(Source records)

++++

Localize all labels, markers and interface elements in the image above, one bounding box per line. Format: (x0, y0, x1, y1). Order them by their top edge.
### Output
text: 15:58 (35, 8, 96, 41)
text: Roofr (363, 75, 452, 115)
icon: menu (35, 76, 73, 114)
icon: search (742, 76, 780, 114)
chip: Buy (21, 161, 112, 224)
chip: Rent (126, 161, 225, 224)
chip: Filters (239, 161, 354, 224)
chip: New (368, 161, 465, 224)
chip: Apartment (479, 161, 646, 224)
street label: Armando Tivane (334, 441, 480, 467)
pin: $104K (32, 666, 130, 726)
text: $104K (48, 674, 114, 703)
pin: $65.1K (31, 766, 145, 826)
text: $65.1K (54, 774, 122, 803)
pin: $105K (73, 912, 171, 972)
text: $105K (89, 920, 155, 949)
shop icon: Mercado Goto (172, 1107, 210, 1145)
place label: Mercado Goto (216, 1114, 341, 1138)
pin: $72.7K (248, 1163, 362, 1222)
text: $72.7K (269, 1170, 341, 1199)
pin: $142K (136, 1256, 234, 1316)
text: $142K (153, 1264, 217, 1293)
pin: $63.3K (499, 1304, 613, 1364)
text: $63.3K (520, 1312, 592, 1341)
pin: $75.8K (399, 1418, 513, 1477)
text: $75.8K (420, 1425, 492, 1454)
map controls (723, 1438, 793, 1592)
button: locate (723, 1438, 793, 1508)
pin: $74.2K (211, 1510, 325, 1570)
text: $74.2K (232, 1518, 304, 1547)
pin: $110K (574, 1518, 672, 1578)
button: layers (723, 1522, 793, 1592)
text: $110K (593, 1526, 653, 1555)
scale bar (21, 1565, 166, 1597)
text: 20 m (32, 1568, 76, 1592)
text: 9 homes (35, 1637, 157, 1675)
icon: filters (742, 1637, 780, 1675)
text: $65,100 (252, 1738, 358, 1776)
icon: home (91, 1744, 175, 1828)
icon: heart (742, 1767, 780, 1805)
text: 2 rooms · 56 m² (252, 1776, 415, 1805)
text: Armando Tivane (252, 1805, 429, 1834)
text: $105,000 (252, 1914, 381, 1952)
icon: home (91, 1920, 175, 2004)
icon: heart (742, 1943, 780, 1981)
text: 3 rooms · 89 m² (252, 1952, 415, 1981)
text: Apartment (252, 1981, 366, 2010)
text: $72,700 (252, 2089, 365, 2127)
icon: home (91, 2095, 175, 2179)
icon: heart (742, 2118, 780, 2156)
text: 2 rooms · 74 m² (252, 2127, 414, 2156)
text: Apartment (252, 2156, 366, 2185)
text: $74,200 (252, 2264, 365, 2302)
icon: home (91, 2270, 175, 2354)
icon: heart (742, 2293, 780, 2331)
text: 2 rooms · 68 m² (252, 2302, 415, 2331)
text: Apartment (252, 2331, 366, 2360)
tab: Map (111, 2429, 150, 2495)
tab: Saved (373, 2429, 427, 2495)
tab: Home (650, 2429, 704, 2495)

++++

WHAT IS NEEDED – An exact transcription of all the records is needed.

RESPONSE BELOW –
Localize all labels, markers and interface elements in the image above, one bounding box per line. Format: (x0, y0, x1, y1). Order them by their top edge.
### Output
text: 15:58 (35, 8, 96, 41)
text: Roofr (363, 75, 452, 115)
icon: menu (35, 76, 73, 114)
icon: search (742, 76, 780, 114)
chip: Buy (21, 161, 112, 224)
chip: Rent (126, 161, 225, 224)
chip: Filters (239, 161, 354, 224)
chip: New (368, 161, 465, 224)
chip: Apartment (479, 161, 646, 224)
street label: Armando Tivane (334, 441, 480, 467)
pin: $104K (32, 666, 130, 726)
text: $104K (48, 674, 114, 703)
pin: $65.1K (31, 766, 145, 826)
text: $65.1K (54, 774, 122, 803)
pin: $105K (73, 912, 171, 972)
text: $105K (89, 920, 155, 949)
shop icon: Mercado Goto (172, 1107, 210, 1145)
place label: Mercado Goto (216, 1114, 341, 1138)
pin: $72.7K (248, 1163, 362, 1222)
text: $72.7K (269, 1170, 341, 1199)
pin: $142K (136, 1256, 234, 1316)
text: $142K (153, 1264, 217, 1293)
pin: $63.3K (499, 1304, 613, 1364)
text: $63.3K (520, 1312, 592, 1341)
pin: $75.8K (399, 1418, 513, 1477)
text: $75.8K (420, 1425, 492, 1454)
map controls (723, 1438, 793, 1592)
button: locate (723, 1438, 793, 1508)
pin: $74.2K (211, 1510, 325, 1570)
text: $74.2K (232, 1518, 304, 1547)
pin: $110K (574, 1518, 672, 1578)
button: layers (723, 1522, 793, 1592)
text: $110K (593, 1526, 653, 1555)
scale bar (21, 1565, 166, 1597)
text: 20 m (32, 1568, 76, 1592)
text: 9 homes (35, 1637, 157, 1675)
icon: filters (742, 1637, 780, 1675)
text: $65,100 (252, 1738, 358, 1776)
icon: home (91, 1744, 175, 1828)
icon: heart (742, 1767, 780, 1805)
text: 2 rooms · 56 m² (252, 1776, 415, 1805)
text: Armando Tivane (252, 1805, 429, 1834)
text: $105,000 (252, 1914, 381, 1952)
icon: home (91, 1920, 175, 2004)
icon: heart (742, 1943, 780, 1981)
text: 3 rooms · 89 m² (252, 1952, 415, 1981)
text: Apartment (252, 1981, 366, 2010)
text: $72,700 (252, 2089, 365, 2127)
icon: home (91, 2095, 175, 2179)
icon: heart (742, 2118, 780, 2156)
text: 2 rooms · 74 m² (252, 2127, 414, 2156)
text: Apartment (252, 2156, 366, 2185)
text: $74,200 (252, 2264, 365, 2302)
icon: home (91, 2270, 175, 2354)
icon: heart (742, 2293, 780, 2331)
text: 2 rooms · 68 m² (252, 2302, 415, 2331)
text: Apartment (252, 2331, 366, 2360)
tab: Map (111, 2429, 150, 2495)
tab: Saved (373, 2429, 427, 2495)
tab: Home (650, 2429, 704, 2495)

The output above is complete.